- _AIM OF THE TASK_: The answer must consist of every line in the records below that contains the string "white".

- _DATA UNDER STUDY_:
------------------------------------
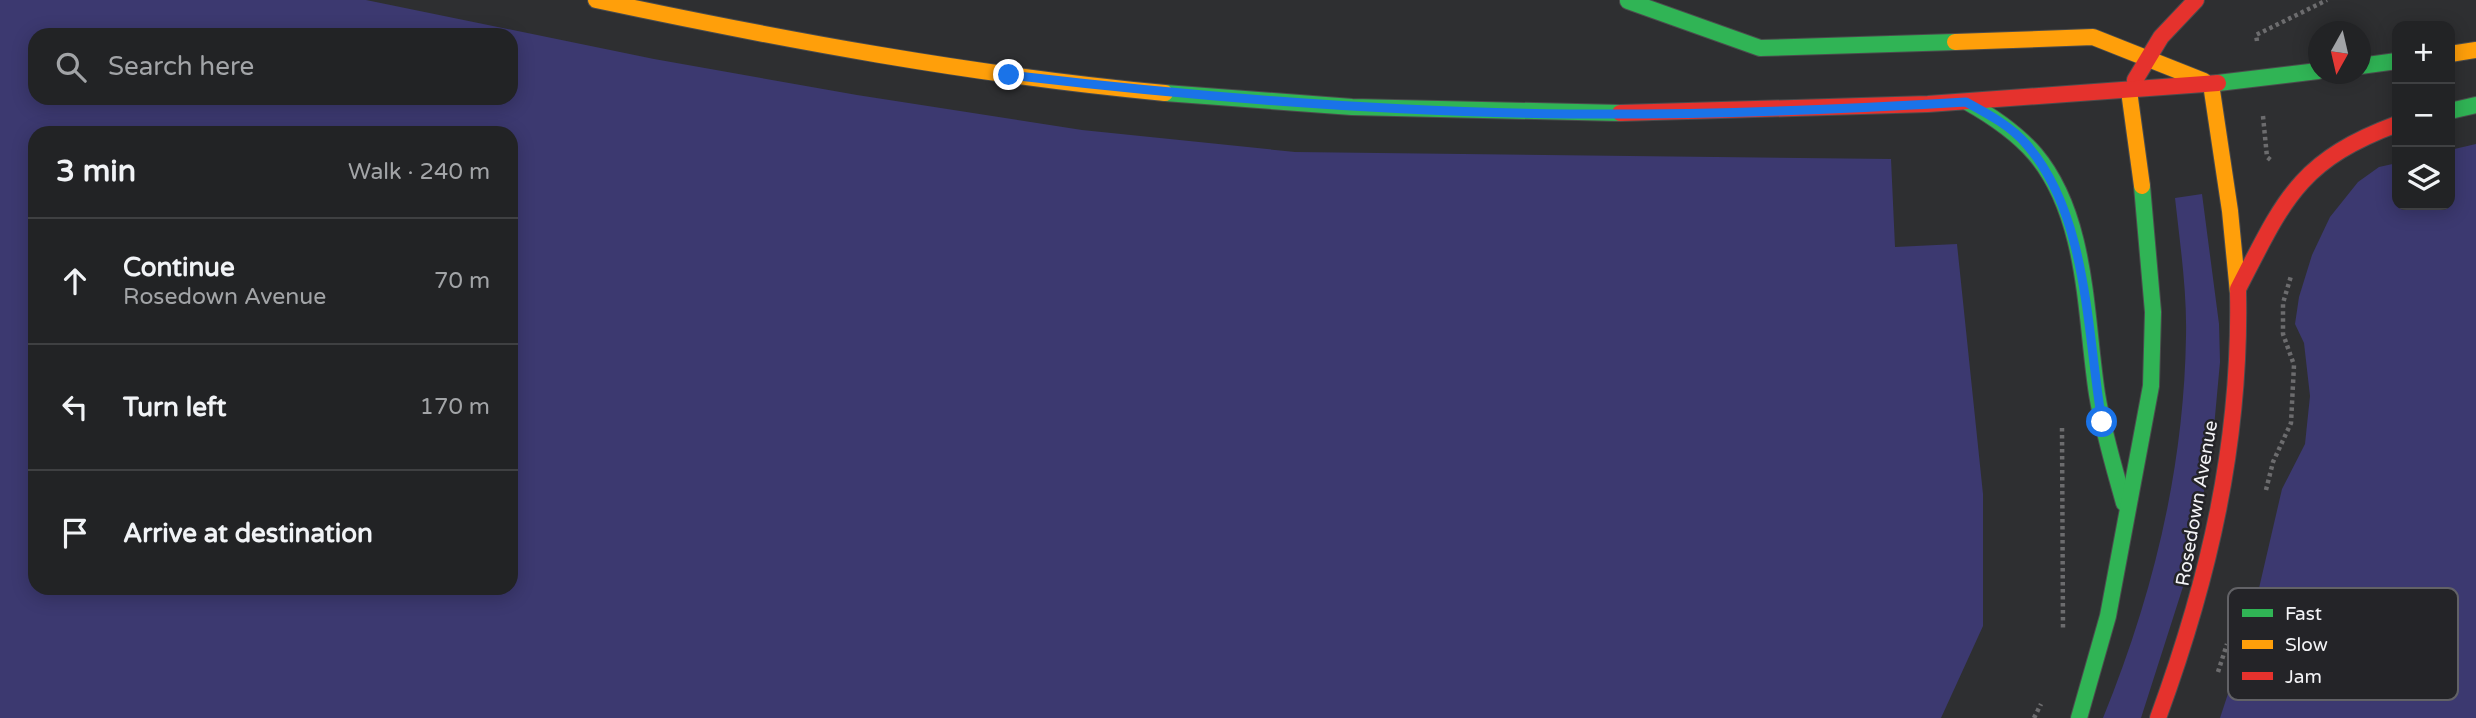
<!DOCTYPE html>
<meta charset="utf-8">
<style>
body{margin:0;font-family:"Varela Round",sans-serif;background:#2a2b2d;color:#f1f3f6}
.controls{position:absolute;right:21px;top:21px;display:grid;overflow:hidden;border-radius:14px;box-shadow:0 4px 18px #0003}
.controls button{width:63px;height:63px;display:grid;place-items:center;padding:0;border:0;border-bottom:2px solid #3f4042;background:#222325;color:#f1f3f6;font:35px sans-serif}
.compass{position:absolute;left:2308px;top:21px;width:63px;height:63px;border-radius:50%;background:#222325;box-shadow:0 4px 18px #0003;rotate:188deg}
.stop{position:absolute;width:21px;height:21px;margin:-16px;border:5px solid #1a73e8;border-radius:50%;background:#fff}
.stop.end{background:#1a73e8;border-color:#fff;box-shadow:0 2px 7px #0008}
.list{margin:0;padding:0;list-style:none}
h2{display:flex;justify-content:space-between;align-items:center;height:91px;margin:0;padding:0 28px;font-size:30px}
h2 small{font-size:23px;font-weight:400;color:#a2a4a7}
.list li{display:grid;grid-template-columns:46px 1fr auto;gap:21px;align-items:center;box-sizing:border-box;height:126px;padding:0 28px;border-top:2px solid #3f4042}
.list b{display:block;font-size:26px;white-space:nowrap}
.list p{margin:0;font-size:23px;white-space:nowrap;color:#a2a4a7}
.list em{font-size:23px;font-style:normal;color:#a2a4a7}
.icon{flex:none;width:38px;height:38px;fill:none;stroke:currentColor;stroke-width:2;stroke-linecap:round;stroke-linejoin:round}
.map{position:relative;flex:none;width:2476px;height:718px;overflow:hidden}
.search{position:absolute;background:#222325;box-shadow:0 4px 18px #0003;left:28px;top:28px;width:490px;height:77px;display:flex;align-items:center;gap:18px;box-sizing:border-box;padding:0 24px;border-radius:21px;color:#a2a4a7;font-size:26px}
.panel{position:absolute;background:#222325;box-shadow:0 4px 18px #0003;left:28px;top:126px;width:490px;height:469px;border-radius:21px}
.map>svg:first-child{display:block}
.green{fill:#3c3970;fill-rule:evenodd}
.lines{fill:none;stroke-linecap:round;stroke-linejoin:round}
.fast-casing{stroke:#4b4c4d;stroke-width:18}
.slow-casing{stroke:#4b4c4d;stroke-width:18}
.jam-casing{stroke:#4b4c4d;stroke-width:18}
.path{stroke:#6c6c6e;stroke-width:4.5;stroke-dasharray:3.5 3.5;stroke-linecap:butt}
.fast{stroke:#30b455;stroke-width:16}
.slow{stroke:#ff9f0a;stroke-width:16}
.jam{stroke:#e5322d;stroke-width:16}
.route{stroke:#1a73e8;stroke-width:9}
.labels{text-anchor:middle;stroke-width:5;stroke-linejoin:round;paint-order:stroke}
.street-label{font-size:19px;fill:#f3f3f6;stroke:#242428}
.key{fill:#242428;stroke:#626266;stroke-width:2}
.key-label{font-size:19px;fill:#f3f3f6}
</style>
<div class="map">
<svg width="2476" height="718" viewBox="0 0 2476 718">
<rect width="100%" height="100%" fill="#2e2f31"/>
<g class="green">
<path d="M0 0H366L654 59 857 95 1082 130 1295 152 1891 159 1895 247 1957 244 1983 494V626L1941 718H0ZM35 35H511V98H35ZM35 133H511V588H35Z"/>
<path d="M2476 144V718H2220L2250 627 2282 489 2305 444 2310 396 2304 343 2295 324 2299 297 2312 255 2330 217 2358 182 2379 167 2397 163V205H2450V150Z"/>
<path d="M2202 194 2219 324 2220 362 2212 449 2189 568 2141 718H2103C2153 595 2184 469 2186 336 2187 290 2180 244 2175 198Z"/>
</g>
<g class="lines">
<defs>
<g id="fast">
<path d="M1628 1 1760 48 1955 42"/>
<path d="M2360 66 2397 61"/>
<path d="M2218 83 2318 71"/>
<path d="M1165 93 1352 107 1620 113"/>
<path d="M1967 102C1992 116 2016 132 2035 154 2088 217 2085 316 2097 394 2103 431 2114 467 2124 503"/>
<path d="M2450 111 2476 105"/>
<path d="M2079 718 2108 616 2151 386 2153 312 2142 186"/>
</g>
<g id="slow">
<path d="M596 0C784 40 973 75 1165 93"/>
<path d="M1955 42 2093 37 2204 81"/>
<path d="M2450 54 2476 50"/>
<path d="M2211 84 2230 211 2238 293"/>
<path d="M2129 91 2142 186"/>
</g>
<g id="jam">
<path d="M2135 80 2161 37 2196 0"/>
<path d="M1620 113 1928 104 2218 83"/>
<path d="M2238 289C2284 200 2298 161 2397 124"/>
<path d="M2158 718C2209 579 2241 442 2238 293"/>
</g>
</defs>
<use href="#fast" class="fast-casing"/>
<use href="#slow" class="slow-casing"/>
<use href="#jam" class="jam-casing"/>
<g class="path">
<path d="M2257 41 2256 35 2327 0"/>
<path d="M2263 116 2267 157 2272 161"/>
<path d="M2062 428 2063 630"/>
<path d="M2266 490 2273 462 2291 423 2294 365 2283 334V303L2291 276"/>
<path d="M2218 672 2227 644"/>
<path d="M2034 718 2041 704"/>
</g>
<use href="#fast" class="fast"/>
<use href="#slow" class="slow"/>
<use href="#jam" class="jam"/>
</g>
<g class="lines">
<path class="route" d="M1009 75C1195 97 1382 112 1569 114 1702 115 1834 110 1966 102 1988 114 2011 126 2027 145 2088 215 2087 334 2102 422"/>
</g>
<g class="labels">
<g class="street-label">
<text transform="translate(2196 503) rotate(-80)" y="7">Rosedown Avenue</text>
</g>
</g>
<rect x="2228" y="588" width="230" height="112" rx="10" class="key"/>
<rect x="2242" y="609" width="31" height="8" fill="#30b455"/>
<rect x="2242" y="640" width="31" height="9" fill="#ff9f0a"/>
<rect x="2242" y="672" width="31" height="8" fill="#e5322d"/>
<g class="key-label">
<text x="2285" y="620">Fast</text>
<text x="2285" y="651">Slow</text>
<text x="2285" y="683">Jam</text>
</g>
</svg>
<div class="controls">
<button>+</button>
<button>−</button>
<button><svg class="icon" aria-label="layers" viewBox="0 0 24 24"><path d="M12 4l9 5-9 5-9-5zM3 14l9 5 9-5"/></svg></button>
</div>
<svg class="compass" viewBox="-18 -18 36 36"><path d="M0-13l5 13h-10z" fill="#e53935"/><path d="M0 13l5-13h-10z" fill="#a2a4a7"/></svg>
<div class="stop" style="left:2102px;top:422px"></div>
<div class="stop end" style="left:1009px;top:75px"></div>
<div class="search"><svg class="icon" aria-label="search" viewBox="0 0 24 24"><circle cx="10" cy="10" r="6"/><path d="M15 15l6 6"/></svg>Search here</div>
<section class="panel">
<h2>3 min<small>Walk · 240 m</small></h2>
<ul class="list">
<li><svg class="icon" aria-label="ahead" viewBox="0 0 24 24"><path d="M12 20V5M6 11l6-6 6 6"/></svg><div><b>Continue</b><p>Rosedown Avenue</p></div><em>70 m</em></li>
<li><svg class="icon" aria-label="left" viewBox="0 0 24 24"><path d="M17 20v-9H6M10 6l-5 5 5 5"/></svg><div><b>Turn left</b></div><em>170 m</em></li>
<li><svg class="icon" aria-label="arrive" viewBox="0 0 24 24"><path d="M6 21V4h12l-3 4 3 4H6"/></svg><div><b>Arrive at destination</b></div></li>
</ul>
</section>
</div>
------------------------------------
- _THE COMPLETED TASK_:
.list b{display:block;font-size:26px;white-space:nowrap}
.list p{margin:0;font-size:23px;white-space:nowrap;color:#a2a4a7}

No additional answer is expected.